Elk City Lake State Park Trail Crossing, Kansas, November 4th, 2016
There you have it. Probably high school kids, but the swastika was still there on November, 10th. Less than six months ago I was standing on the top of Mt. Everest in very cold conditions, with an awareness of the risk, a fear of the danger, but I was not scared. I’m thinking of leaving the country. New Zealand maybe? I’ve never been. My company has an office there. In the time I’ve been writing this, two friends sent me links to New Zealand resources and several for Canadian immigration information. The only two other countries I really have felt like I could live were Germany and Brazil. Although, I really should explore Central and South America more. Even Rwanda though would have great start up business costs, and I already have connections there. I don’t mind a little corruption, I believe everyone is evil (you might call them sinners), and I realize that politics is frequently ugly… but this is the most dramatic I have ever seen.

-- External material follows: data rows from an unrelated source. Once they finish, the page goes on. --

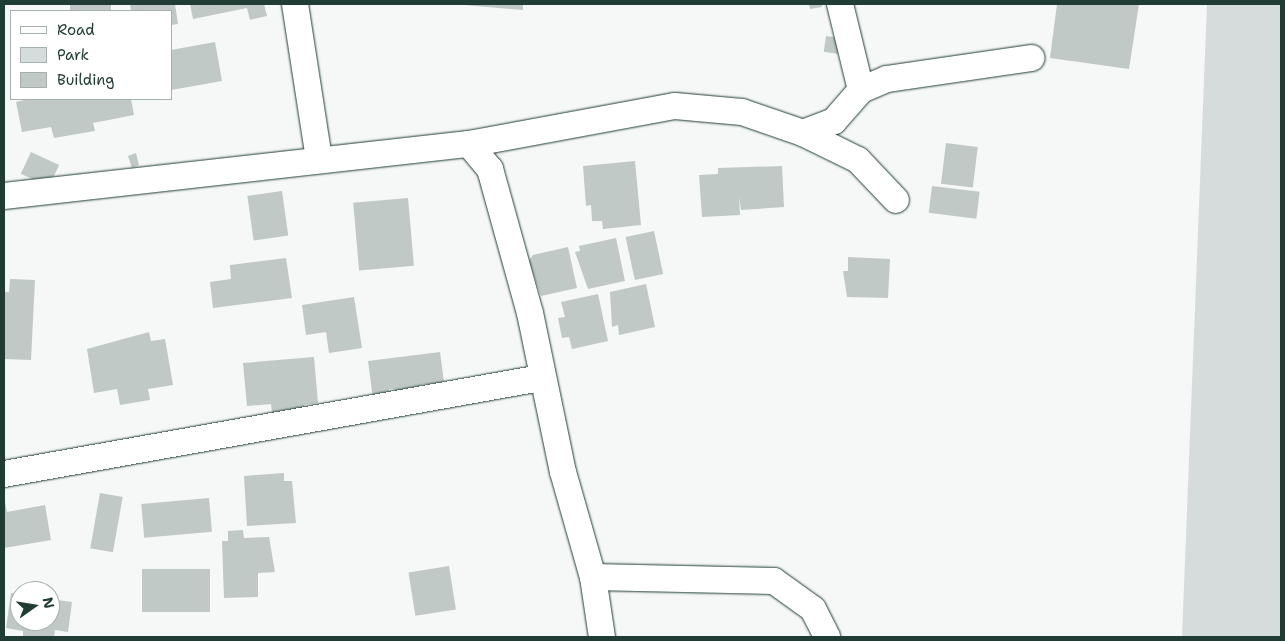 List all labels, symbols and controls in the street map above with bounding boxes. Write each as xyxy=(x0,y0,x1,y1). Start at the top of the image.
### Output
legend xyxy=(10,10,172,100)
text: Road xyxy=(57,20,95,40)
text: Park xyxy=(57,45,89,65)
text: Building xyxy=(57,70,114,90)
north arrow xyxy=(10,581,60,631)
text: N xyxy=(39,595,59,610) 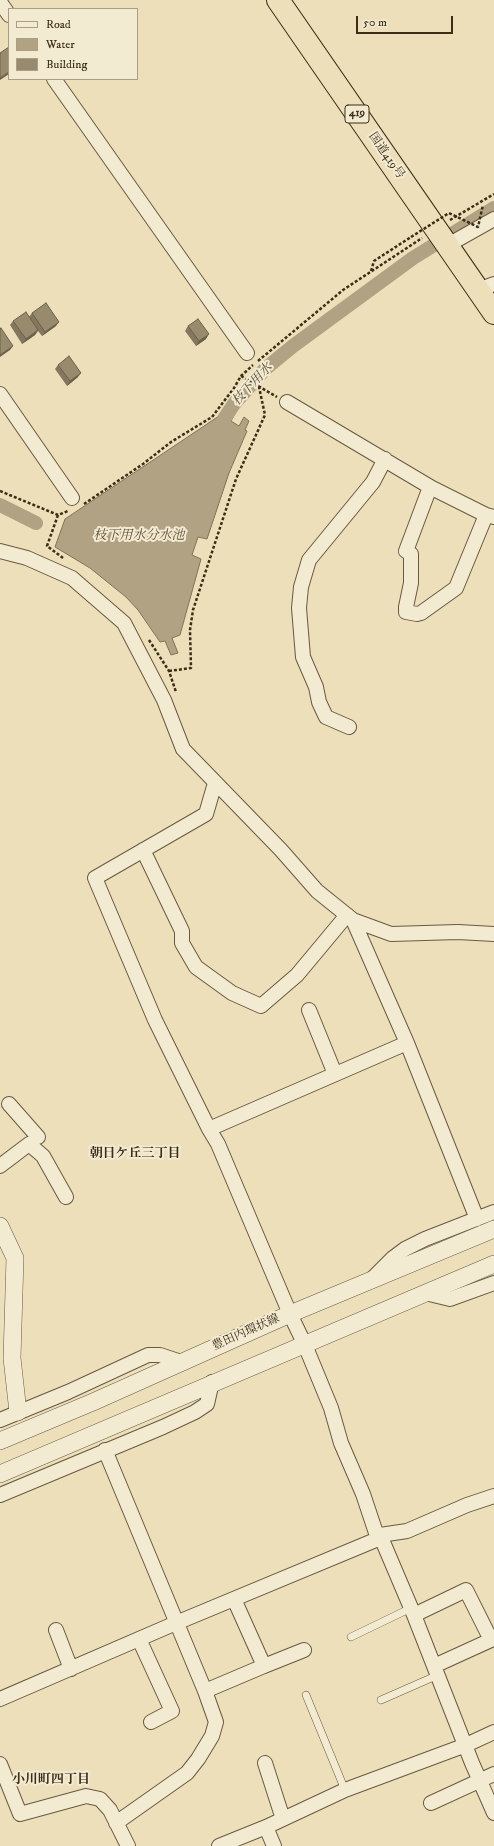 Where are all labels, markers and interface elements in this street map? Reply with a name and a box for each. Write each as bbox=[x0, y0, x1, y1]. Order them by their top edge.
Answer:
legend bbox=[8, 8, 138, 80]
scale bar bbox=[358, 8, 455, 34]
text: 50 m bbox=[363, 15, 387, 30]
text: Road bbox=[46, 17, 71, 32]
text: Water bbox=[46, 37, 75, 52]
text: Building bbox=[46, 57, 87, 72]
road number: 419 bbox=[345, 105, 369, 123]
street label: 国道419号 bbox=[365, 130, 407, 182]
water label: 枝下用水 bbox=[230, 361, 276, 409]
water label: 枝下用水分水池 bbox=[94, 528, 184, 544]
district label: 朝日ケ丘三丁目 bbox=[90, 1146, 180, 1162]
street label: 豊田内環状線 bbox=[210, 1312, 282, 1354]
district label: 小川町四丁目 bbox=[12, 1772, 90, 1788] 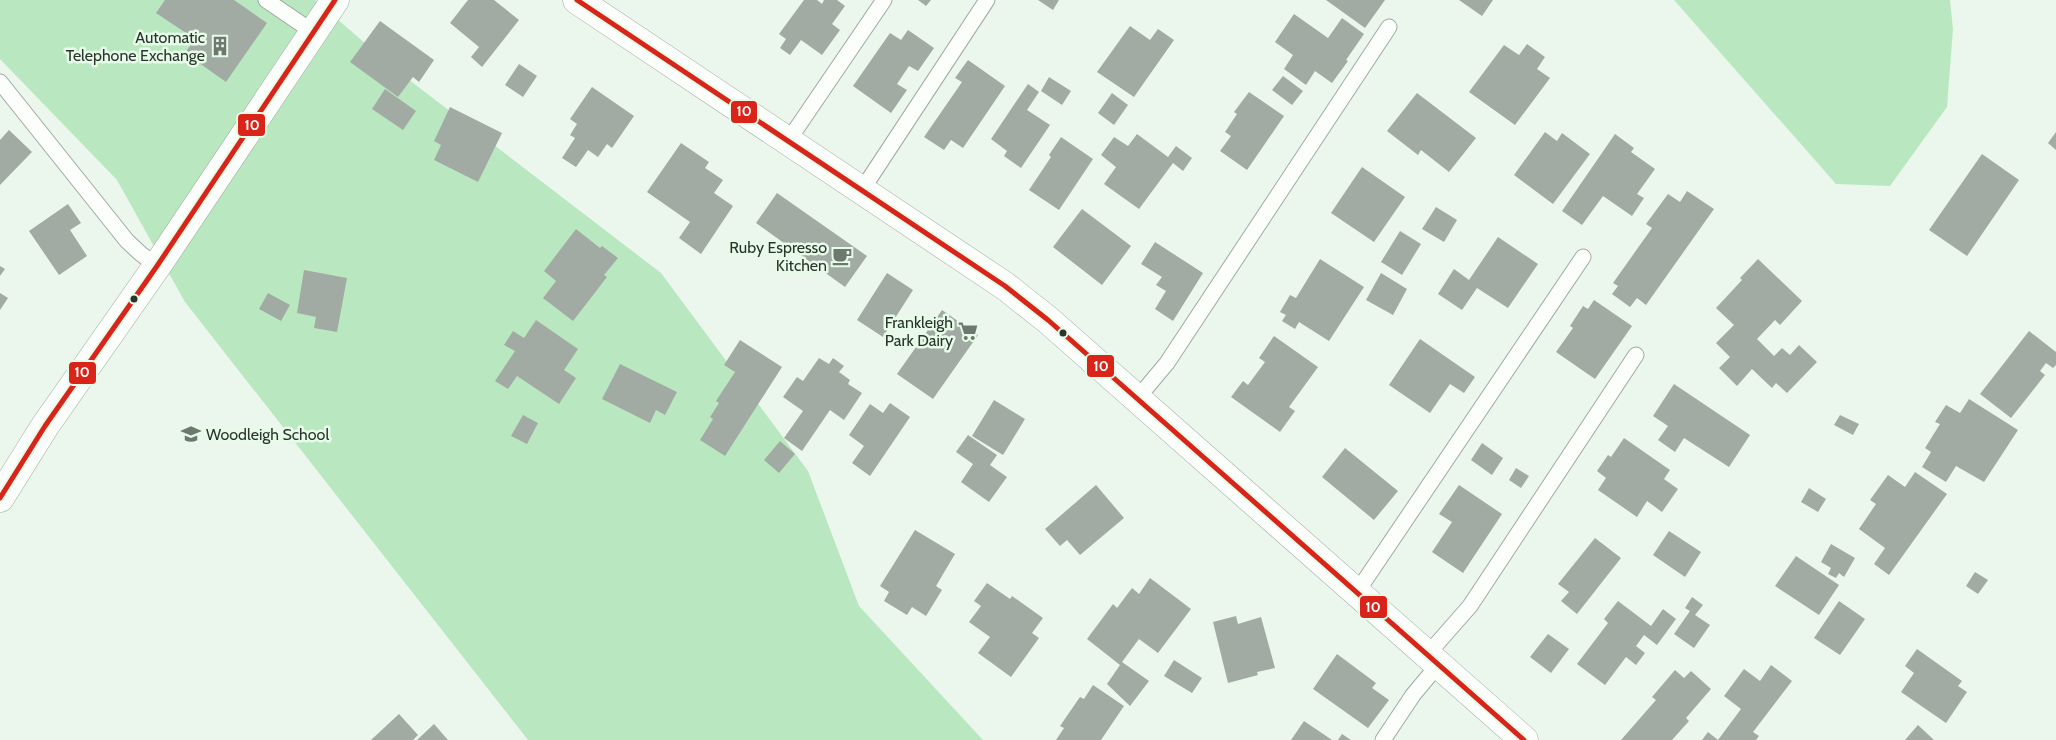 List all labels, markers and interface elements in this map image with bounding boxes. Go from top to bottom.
place label: Automatic Telephone Exchange [66,28,205,65]
building icon: Automatic Telephone Exchange [209,35,231,57]
line badge: 10 [730,100,758,124]
text: 10 [736,102,752,120]
line badge: 10 [237,113,266,137]
text: 10 [244,116,260,134]
place label: Ruby Espresso Kitchen [729,238,827,275]
cafe icon: Ruby Espresso Kitchen [831,245,853,267]
unlabelled marker [129,294,139,304]
place label: Frankleigh Park Dairy [885,313,953,350]
supermarket icon: Frankleigh Park Dairy [957,320,979,342]
unlabelled marker [1058,328,1068,338]
line badge: 10 [1086,354,1115,378]
text: 10 [1093,357,1109,375]
line badge: 10 [68,361,97,385]
text: 10 [74,363,90,381]
school or university icon: Woodleigh School [180,423,202,445]
place label: Woodleigh School [206,425,329,444]
line badge: 10 [1359,595,1388,619]
text: 10 [1365,598,1381,616] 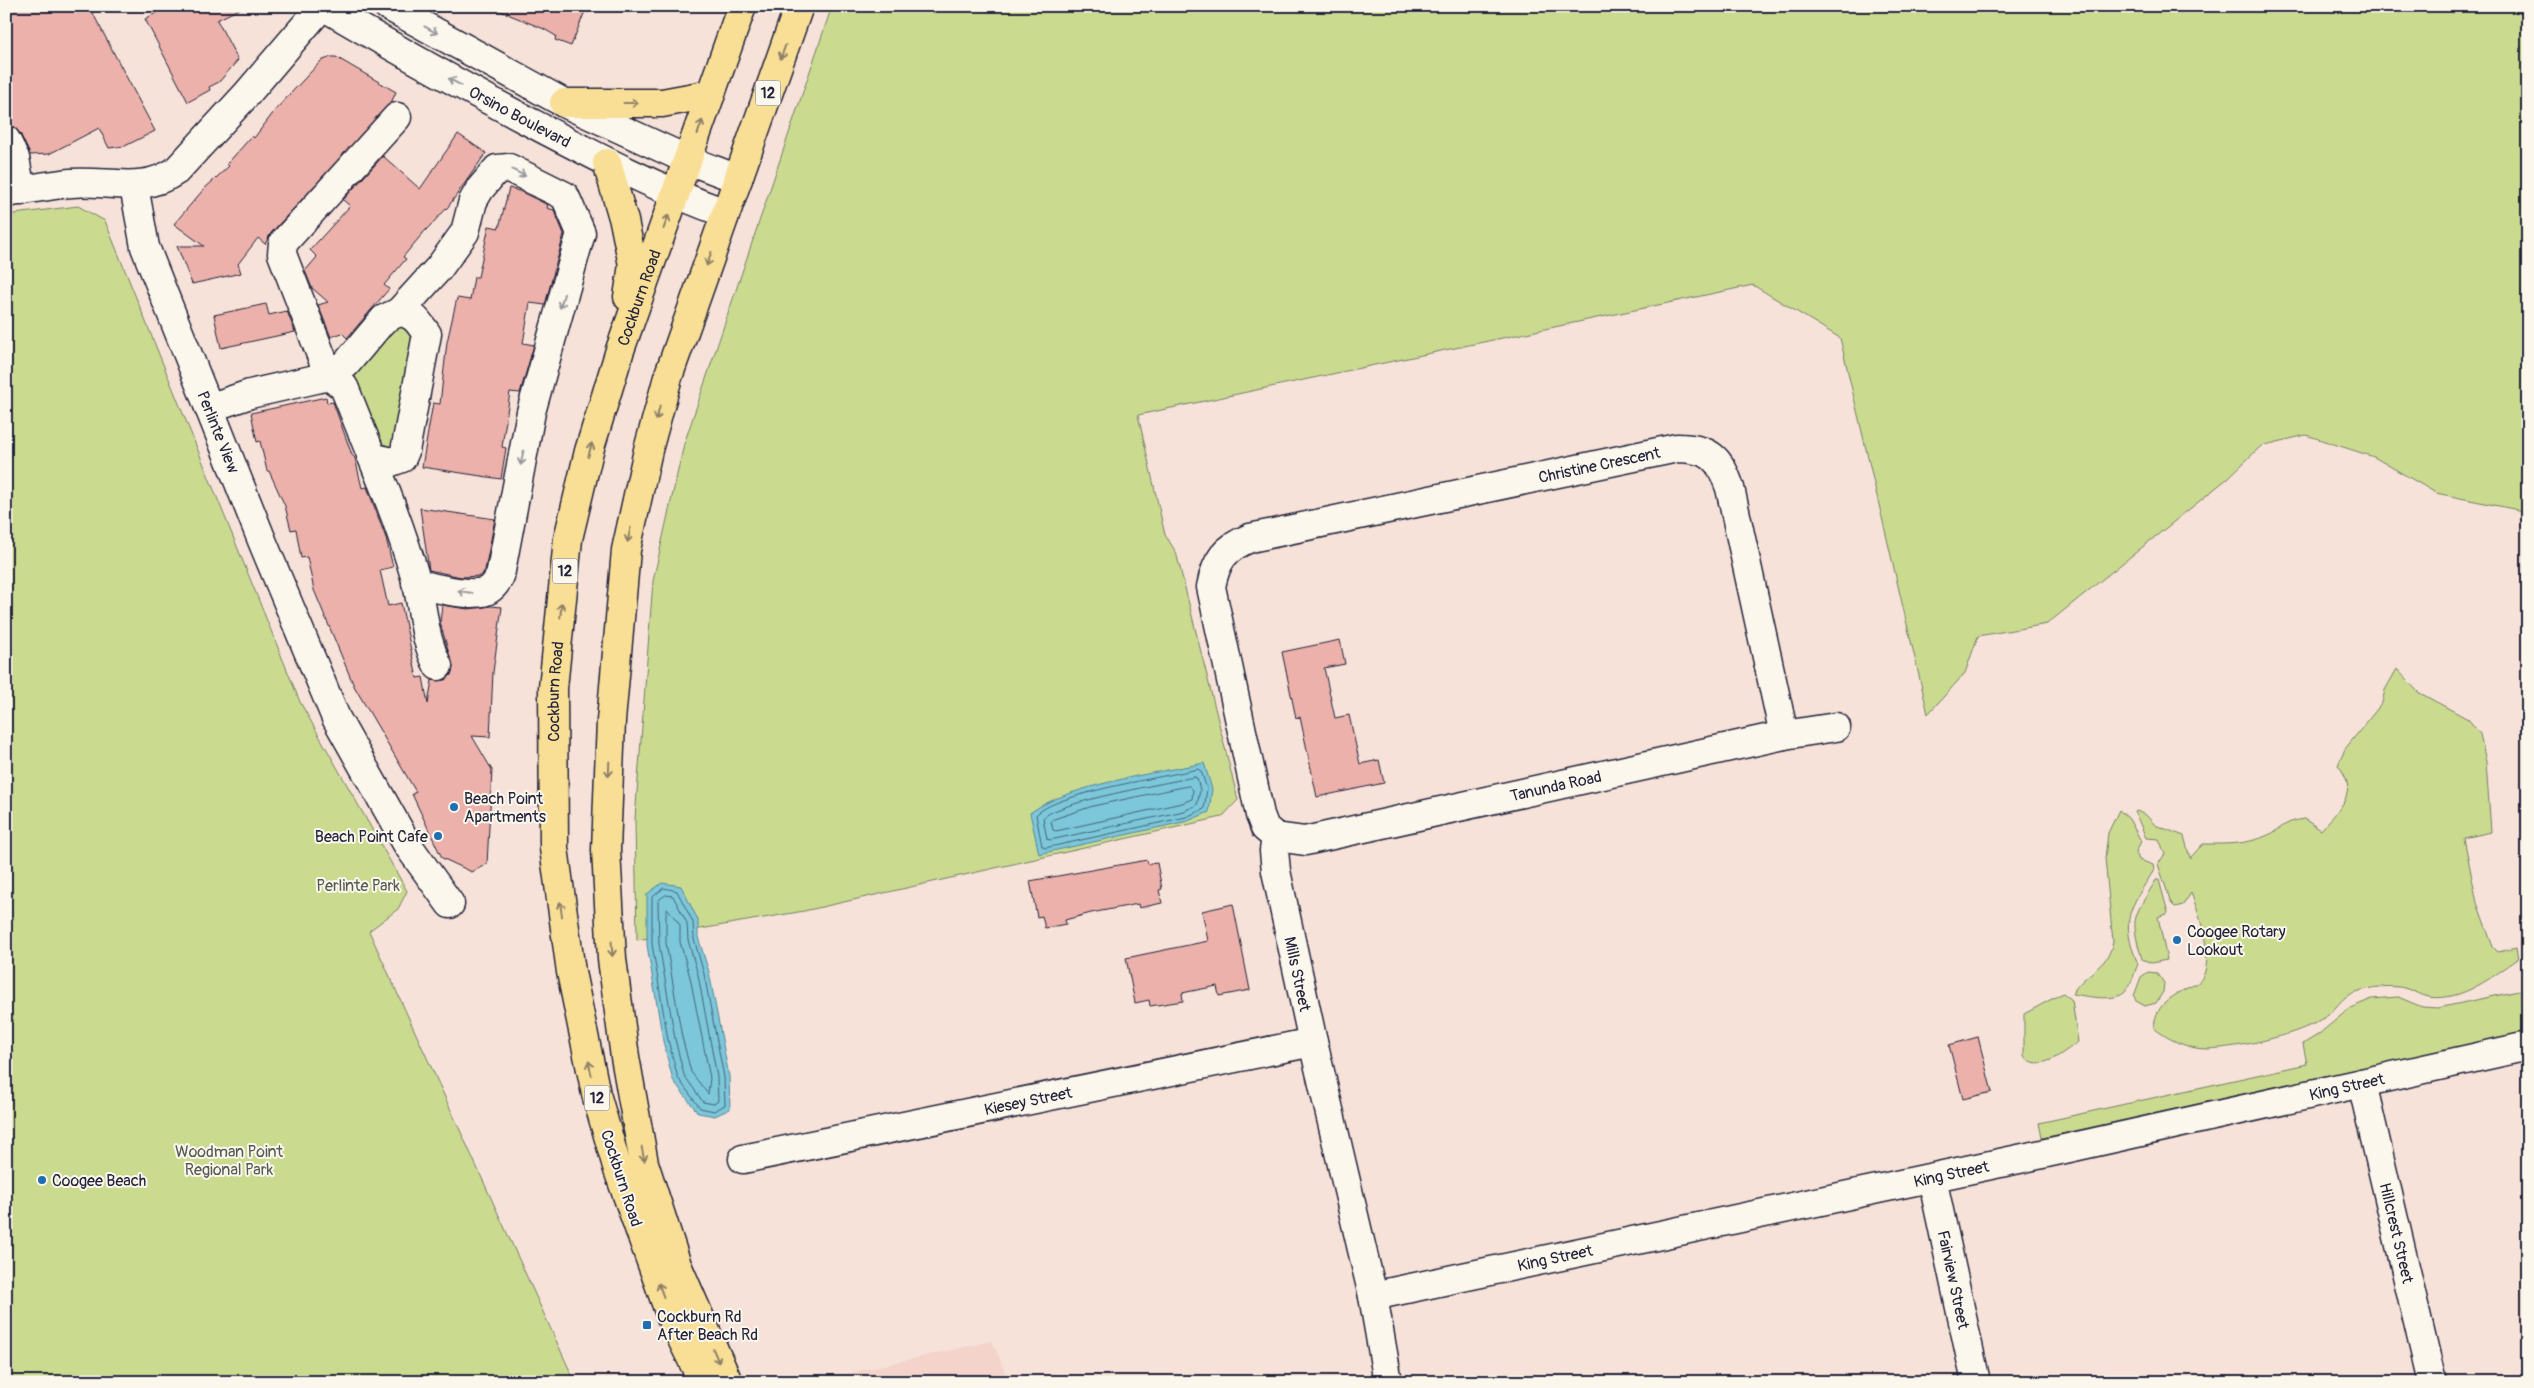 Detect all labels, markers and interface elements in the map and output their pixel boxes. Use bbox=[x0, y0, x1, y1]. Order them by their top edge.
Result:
one-way arrow bbox=[423, 25, 437, 35]
one-way arrow bbox=[777, 44, 787, 60]
one-way arrow bbox=[449, 77, 463, 87]
road number: 12 bbox=[756, 80, 780, 106]
street label: Orsino Boulevard bbox=[465, 82, 574, 153]
one-way arrow bbox=[622, 98, 638, 108]
one-way arrow bbox=[696, 120, 705, 135]
one-way arrow bbox=[511, 169, 526, 178]
one-way arrow bbox=[662, 215, 671, 230]
street label: Cockburn Road bbox=[613, 247, 666, 349]
one-way arrow bbox=[704, 251, 713, 266]
one-way arrow bbox=[556, 292, 566, 308]
street label: Perlinte View bbox=[192, 388, 243, 476]
one-way arrow bbox=[653, 405, 663, 421]
one-way arrow bbox=[586, 443, 595, 459]
street label: Christine Crescent bbox=[1537, 443, 1663, 488]
one-way arrow bbox=[516, 450, 526, 466]
one-way arrow bbox=[624, 527, 633, 543]
road number: 12 bbox=[552, 558, 578, 584]
one-way arrow bbox=[458, 587, 474, 597]
one-way arrow bbox=[556, 602, 566, 618]
street label: Cockburn Road bbox=[544, 641, 569, 742]
one-way arrow bbox=[604, 761, 614, 777]
street label: Tanunda Road bbox=[1508, 767, 1603, 806]
place label: Beach Point Apartments bbox=[464, 789, 546, 827]
marker: Beach Point Apartments bbox=[448, 801, 460, 813]
place label: Beach Point Cafe bbox=[315, 827, 428, 847]
marker: Beach Point Cafe bbox=[432, 830, 444, 842]
park label: Perlinte Park bbox=[316, 876, 400, 896]
one-way arrow bbox=[556, 901, 566, 917]
place label: Coogee Rotary Lookout bbox=[2187, 922, 2286, 960]
marker: Coogee Rotary Lookout bbox=[2171, 934, 2183, 946]
street label: Mills Street bbox=[1279, 935, 1315, 1014]
one-way arrow bbox=[607, 941, 616, 957]
one-way arrow bbox=[585, 1061, 594, 1077]
street label: King Street bbox=[2307, 1069, 2387, 1105]
street label: Kiesey Street bbox=[983, 1083, 1074, 1120]
road number: 12 bbox=[584, 1086, 610, 1110]
street label: Cockburn Road bbox=[596, 1127, 646, 1229]
park label: Woodman Point Regional Park bbox=[175, 1142, 283, 1180]
one-way arrow bbox=[638, 1146, 648, 1162]
street label: King Street bbox=[1912, 1157, 1991, 1192]
place label: Coogee Beach bbox=[52, 1171, 146, 1191]
marker: Coogee Beach bbox=[36, 1174, 48, 1186]
street label: Hillcrest Street bbox=[2375, 1181, 2418, 1286]
street label: Fairview Street bbox=[1933, 1229, 1973, 1332]
street label: King Street bbox=[1516, 1241, 1595, 1276]
one-way arrow bbox=[656, 1282, 665, 1298]
place label: Cockburn Rd After Beach Rd bbox=[657, 1307, 758, 1345]
marker: Cockburn Rd After Beach Rd bbox=[641, 1319, 653, 1331]
one-way arrow bbox=[711, 1348, 721, 1363]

I understand working people and Christians are mad at the establishment. Gay marriage and abortion seem to be thrust upon us, and it’s hard to find support in the Bible for those things. As Christian congregations shrink and the media celebrates sin, it is easy to feel like our country has “left God”, regardless of whether it ever actually followed God. While I don’t think that Christian would be the best way to describe our country throughout history, I am a Christian, and I feel Christians build bridges of love, not walls of war. I have been comforted recently by the Bible story of Jesus being asked which are the greatest commandments, and him answering that first is to love God, and second to love your neighbor, and the entire law hangs on those two. That story is recorded in Mark 12, Matthew 22, and Luke 10. Loving God is something that cannot be measured by other humans, however, loving your neighbor is something that often is visible. I am struggling to see the love in our new President Elect. I really struggled to see Obama as a Christian, with his liberal interpretations of love, and I never voted for him, yet I did vote for Hillary. However, I do feel in part like the pharisee, the hipocrite with my own problems, the one who doesn’t share God’s love with others nearly often enough. All Christians need to take this opportunity to share God's love with others rather than deepening the hate. I'm seeing Christian Trump supporters on Facebook demeaning people and spouting vitriol. Christ didn't rub his authority in the Romans or the Jews faces, he sometimes said nothing.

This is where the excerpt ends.